- Theatrical release poster
- Directed by: Lal Jr.
- Written by: Lal Jr.
- Produced by: Lal
- Starring: Asif Ali Bhavana Baburaj Sreenath Bhasi Balu Varghese Mamitha Baiju Lal Sreenivasan
- Cinematography: Alby
- Edited by: Ratheesh Raj
- Music by: Deepak Dev
- Production company: Lal Creations
- Distributed by: Adam's World of Imagination
- Release date: 23 March 2017;
- Running time: 138 minutes
- Country: India
- Language: Malayalam

= Honey Bee 2: Celebrations =

Honey Bee 2: Celebrations (also known as Honey Bee 2) is a 2017 Indian Malayalam-language romantic comedy film written and directed by Lal Jr. It is a sequel to the 2013 film Honey Bee and features an ensemble cast, including Asif Ali, Bhavana, Baburaj, Sreenath Bhasi, Balu Varghese, Lal, Sreenivasan, Mamitha Baiju, Lena, Suresh Krishna, and Assim Jamal. The film is produced by Lal under Lal Creations. Honey Bee 2: Celebrations released on 23 March 2017.

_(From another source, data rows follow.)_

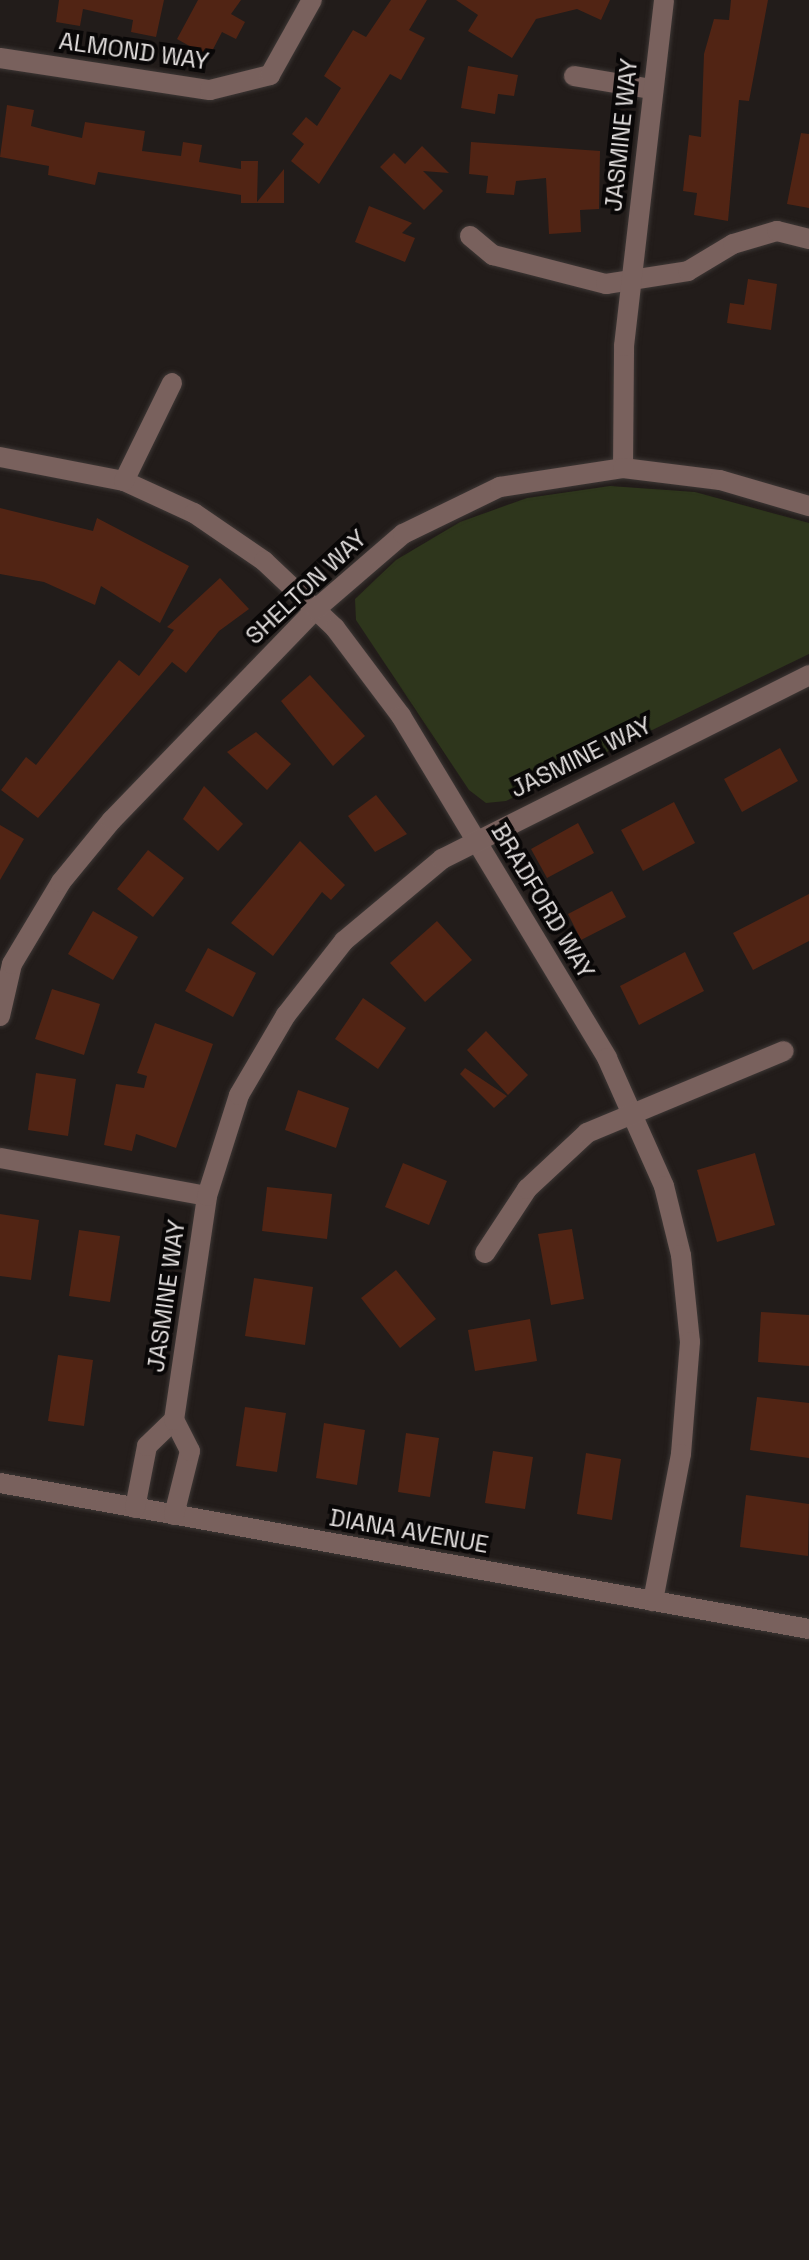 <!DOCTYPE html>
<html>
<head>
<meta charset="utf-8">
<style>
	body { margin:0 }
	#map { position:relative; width:809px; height:2260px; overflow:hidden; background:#221c1a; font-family:"Space Grotesk",sans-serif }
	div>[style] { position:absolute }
	.green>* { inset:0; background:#2e361c }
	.building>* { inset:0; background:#512414 }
	.roads { filter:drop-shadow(0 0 2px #3d3735) drop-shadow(0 0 2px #3d3735) }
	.minor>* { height:20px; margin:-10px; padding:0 10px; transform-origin:10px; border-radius:10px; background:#79615d }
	span { translate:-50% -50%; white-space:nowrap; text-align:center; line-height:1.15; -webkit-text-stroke:8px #090707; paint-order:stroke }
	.street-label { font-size:24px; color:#e3dfde }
</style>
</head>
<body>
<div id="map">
	<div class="green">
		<div style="clip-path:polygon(610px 486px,695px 492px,809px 523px,809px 654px,506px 801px,486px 803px,469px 790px,356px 620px,355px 599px,396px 560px,460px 522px,527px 498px)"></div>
	</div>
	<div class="building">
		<div style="clip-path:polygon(59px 0,164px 0,156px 37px,131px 32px,133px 20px,83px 9px,80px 26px,56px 22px)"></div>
		<div style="clip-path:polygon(198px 0,241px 0,231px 14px,245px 22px,236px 39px,222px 32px,209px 57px,177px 39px)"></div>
		<div style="clip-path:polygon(391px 0,427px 0,409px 30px,425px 38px,401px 80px,390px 74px,319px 184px,291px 161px,304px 144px,292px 134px,306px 117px,317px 126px,341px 88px,324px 76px,353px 30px,366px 37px)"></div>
		<div style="clip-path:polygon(456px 0,610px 0,601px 20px,577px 9px,536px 19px,512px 58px,468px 31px,478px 15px)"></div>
		<div style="clip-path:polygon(731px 0,768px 0,749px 101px,739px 100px,728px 221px,694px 215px,697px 193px,683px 191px,689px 135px,701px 137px,704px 54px,714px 19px,729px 20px)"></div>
		<div style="clip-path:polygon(468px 66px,518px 75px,514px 96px,498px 94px,495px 114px,461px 108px)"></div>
		<div style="clip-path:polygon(7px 105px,34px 110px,31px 126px,46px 130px,82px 138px,85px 122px,145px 131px,142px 151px,181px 156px,183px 142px,202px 145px,199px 162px,241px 169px,241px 161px,258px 161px,257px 202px,284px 169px,284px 203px,241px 203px,241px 195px,98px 172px,95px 185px,48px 175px,49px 166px,0 157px)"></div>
		<div style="clip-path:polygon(801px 133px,809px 134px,809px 208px,787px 204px)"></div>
		<div style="clip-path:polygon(471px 142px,600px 151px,599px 209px,580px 210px,581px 232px,549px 234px,546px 178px,516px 181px,514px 195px,486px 193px,488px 176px,469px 174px)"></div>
		<div style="clip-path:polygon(422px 146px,449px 173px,423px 171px,443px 191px,424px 210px,380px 167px,394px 153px,405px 164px)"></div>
		<div style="clip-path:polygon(369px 206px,412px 223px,402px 233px,415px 238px,405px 262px,355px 242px)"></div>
		<div style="clip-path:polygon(748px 279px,777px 284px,771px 330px,727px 323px,730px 303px,744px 305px)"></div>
		<div style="clip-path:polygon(0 508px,93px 531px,97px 518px,189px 566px,160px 623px,101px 586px,95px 605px,44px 582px,0 574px)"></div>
		<div style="clip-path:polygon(220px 578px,249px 609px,219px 631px,186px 673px,172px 662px,38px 818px,1px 790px,26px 757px,36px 765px,119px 660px,139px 676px,174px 630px,167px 627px)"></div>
		<div style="clip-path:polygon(310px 675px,365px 736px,333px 766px,281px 701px)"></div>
		<div style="clip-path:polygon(256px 732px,291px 764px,267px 790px,227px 752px)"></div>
		<div style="clip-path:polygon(780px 748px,798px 781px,742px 812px,724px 779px)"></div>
		<div style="clip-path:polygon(204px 786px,243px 824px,218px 851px,183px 819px)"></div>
		<div style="clip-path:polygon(376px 795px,407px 834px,375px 852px,348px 816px)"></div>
		<div style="clip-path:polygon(674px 802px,695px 843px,643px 871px,621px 830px)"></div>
		<div style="clip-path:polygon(578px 823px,594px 853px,547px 878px,531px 849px)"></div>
		<div style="clip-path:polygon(0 825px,24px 839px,0 880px)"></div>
		<div style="clip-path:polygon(300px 841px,345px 885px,331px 900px,322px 892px,273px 956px,231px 923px)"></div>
		<div style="clip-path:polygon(148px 850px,184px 878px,153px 917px,117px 889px)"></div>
		<div style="clip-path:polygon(612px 891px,626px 917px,581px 940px,568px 914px)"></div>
		<div style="clip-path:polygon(809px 894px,809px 941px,753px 970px,733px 933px)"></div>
		<div style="clip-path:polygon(93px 911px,138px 937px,113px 980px,68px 954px)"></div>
		<div style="clip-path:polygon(437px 921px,472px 960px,425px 1002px,390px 963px)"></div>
		<div style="clip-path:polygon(208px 948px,256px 973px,233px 1017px,185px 991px)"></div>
		<div style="clip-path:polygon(685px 952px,704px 991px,639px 1025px,620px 986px)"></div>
		<div style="clip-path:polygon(52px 989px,100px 1004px,84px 1055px,35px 1039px)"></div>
		<div style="clip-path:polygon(363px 998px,406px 1028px,378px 1069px,335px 1039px)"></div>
		<div style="clip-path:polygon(155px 1023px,213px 1044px,176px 1148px,136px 1134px,132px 1151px,104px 1145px,116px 1084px,144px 1088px,147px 1076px,137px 1073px)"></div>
		<div style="clip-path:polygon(486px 1031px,528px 1075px,508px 1095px,467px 1050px)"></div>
		<div style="clip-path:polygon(465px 1068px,507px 1096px,494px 1108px,460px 1074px)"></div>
		<div style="clip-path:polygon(36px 1073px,76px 1079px,68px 1136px,28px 1130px)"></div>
		<div style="clip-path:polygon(298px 1090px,349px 1108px,336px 1148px,285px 1130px)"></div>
		<div style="clip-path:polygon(755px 1153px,775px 1225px,717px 1242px,697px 1170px)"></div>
		<div style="clip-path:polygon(403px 1163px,447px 1181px,429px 1225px,385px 1207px)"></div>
		<div style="clip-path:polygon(267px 1187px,332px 1194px,327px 1239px,262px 1231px)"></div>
		<div style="clip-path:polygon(0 1214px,39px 1220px,31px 1280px,0 1276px)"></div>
		<div style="clip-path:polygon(572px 1229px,584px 1299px,551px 1305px,538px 1234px)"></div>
		<div style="clip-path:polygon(79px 1230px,120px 1236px,110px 1302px,69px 1296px)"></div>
		<div style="clip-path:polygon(396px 1270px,436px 1319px,400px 1348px,361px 1298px)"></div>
		<div style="clip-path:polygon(254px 1278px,313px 1287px,305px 1345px,245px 1336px)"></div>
		<div style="clip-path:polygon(761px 1312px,809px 1315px,809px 1366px,758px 1362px)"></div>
		<div style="clip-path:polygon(530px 1319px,537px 1361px,475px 1371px,468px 1330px)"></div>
		<div style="clip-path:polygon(58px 1355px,93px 1360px,84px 1426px,48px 1421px)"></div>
		<div style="clip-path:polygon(757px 1397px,809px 1403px,809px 1458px,750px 1450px)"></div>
		<div style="clip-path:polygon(245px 1407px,286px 1413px,277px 1472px,236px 1466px)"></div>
		<div style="clip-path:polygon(324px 1423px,365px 1430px,357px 1485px,316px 1478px)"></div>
		<div style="clip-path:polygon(406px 1433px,439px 1438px,430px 1497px,398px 1492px)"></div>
		<div style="clip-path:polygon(493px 1451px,533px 1457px,525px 1509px,485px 1503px)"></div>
		<div style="clip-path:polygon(586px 1453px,621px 1459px,612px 1520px,577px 1514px)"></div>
		<div style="clip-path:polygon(746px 1495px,809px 1504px,808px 1556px,740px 1547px)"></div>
	</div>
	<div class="roads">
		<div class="minor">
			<div style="left:0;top:58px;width:212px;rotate:8.7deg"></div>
			<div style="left:210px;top:90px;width:62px;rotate:-14deg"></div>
			<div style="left:270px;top:75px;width:86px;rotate:-60.8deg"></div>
			<div style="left:574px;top:76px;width:78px;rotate:9.6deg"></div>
			<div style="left:470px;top:236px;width:30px;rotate:40deg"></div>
			<div style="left:493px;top:255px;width:117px;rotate:14.4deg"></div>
			<div style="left:606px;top:284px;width:83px;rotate:-9deg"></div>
			<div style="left:688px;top:271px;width:52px;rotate:-31deg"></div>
			<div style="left:733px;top:244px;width:46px;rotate:-16.5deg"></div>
			<div style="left:777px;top:231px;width:33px;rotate:14deg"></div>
			<div style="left:0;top:457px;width:126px;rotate:11deg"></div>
			<div style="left:124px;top:481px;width:77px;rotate:24.6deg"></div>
			<div style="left:194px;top:513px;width:85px;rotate:34.4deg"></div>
			<div style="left:264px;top:561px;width:98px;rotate:43.3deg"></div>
			<div style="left:335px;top:628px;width:110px;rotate:53.1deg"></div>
			<div style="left:401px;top:716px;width:399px;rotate:58.9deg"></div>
			<div style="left:607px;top:1058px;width:140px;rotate:66deg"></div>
			<div style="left:664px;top:1186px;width:71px;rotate:76.2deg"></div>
			<div style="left:681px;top:1255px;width:87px;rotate:84.1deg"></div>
			<div style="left:690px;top:1342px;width:112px;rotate:94.6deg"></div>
			<div style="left:681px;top:1454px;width:150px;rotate:100.8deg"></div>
			<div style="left:623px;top:468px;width:122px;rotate:-89.5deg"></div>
			<div style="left:624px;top:346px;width:348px;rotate:-83.4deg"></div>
			<div style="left:124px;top:481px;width:109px;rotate:-63.9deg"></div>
			<div style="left:0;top:1016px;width:53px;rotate:-77deg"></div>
			<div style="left:12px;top:964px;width:96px;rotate:-59.1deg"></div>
			<div style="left:61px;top:882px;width:80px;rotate:-50.6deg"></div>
			<div style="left:112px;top:820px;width:293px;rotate:-46deg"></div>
			<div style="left:316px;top:609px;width:115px;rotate:-40.8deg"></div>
			<div style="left:403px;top:534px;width:108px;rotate:-25.9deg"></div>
			<div style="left:500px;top:487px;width:124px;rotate:-8.8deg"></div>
			<div style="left:623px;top:468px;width:98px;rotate:7.1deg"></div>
			<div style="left:720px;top:480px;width:93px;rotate:16.3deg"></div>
			<div style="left:0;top:1158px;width:210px;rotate:10.4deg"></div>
			<div style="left:485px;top:1253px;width:77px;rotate:-56.7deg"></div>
			<div style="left:527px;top:1189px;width:82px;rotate:-43deg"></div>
			<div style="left:587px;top:1133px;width:213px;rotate:-22.6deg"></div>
			<div style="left:0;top:1483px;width:822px;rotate:10.23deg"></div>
			<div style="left:135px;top:1508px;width:63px;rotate:-79deg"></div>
			<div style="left:147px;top:1446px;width:37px;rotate:-44deg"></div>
			<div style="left:174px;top:1515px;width:66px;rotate:-76deg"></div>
			<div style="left:190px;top:1451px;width:35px;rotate:-117deg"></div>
			<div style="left:174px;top:1420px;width:226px;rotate:-81.6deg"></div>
			<div style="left:207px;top:1196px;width:106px;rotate:-72.4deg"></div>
			<div style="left:239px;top:1095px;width:93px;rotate:-59.6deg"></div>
			<div style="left:286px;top:1015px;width:94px;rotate:-51.9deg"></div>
			<div style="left:344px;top:941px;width:128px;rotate:-39.9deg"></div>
			<div style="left:442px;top:859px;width:411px;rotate:-26.6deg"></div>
		</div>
	</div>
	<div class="street-label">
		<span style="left:134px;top:51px;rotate:8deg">ALMOND WAY</span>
		<span style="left:621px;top:135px;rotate:-84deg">JASMINE WAY</span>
		<span style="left:306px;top:587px;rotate:-43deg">SHELTON WAY</span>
		<span style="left:581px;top:757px;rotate:-26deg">JASMINE WAY</span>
		<span style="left:543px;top:901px;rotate:59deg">BRADFORD WAY</span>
		<span style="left:166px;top:1296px;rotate:-82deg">JASMINE WAY</span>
		<span style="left:409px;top:1531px;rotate:10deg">DIANA AVENUE</span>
	</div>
</div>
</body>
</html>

Angel's brothers decide to get their sister married to Sebastian. As the story moves closer to the wedding, the huge contrast in the cultures of both families leads to a conflict of opinion. The film generally received negative reviews as a result it became a disaster at the box office.

==Production==
A sequel to Honey Bee was immediately announced after the release of the film in 2013. However, due to various reasons, the project was delayed for two years. Later, Lal Jr. announced that apart from the original cast, actors Sreenivasan and Lena would also be essaying pivotal roles in the film. The film's puja (blessing) ceremony was held on 7 November 2016 in Kochi.

==Soundtrack==

The film's soundtrack contains three songs, composed by Deepak Dev, and the lyrics were written by Santhosh Varma.

Track listing
| No. | Title | Singer(s) | Length |
|---|---|---|---|
| 1. | "Nerane Nummade Kochi" | Peethambar Menon,Thoppil Anto | 3:24 |
| 2. | "Jillam Jillala" | Afsal, Rimi Tomy,Anwar | 4:21 |
| 3. | "Kinavaano" | Deepak Dev | 3:02 |

==Release==
Honey Bee 2 was released on 23 March 2017 in 125 screens across Kerala. It was released alongside Take Off.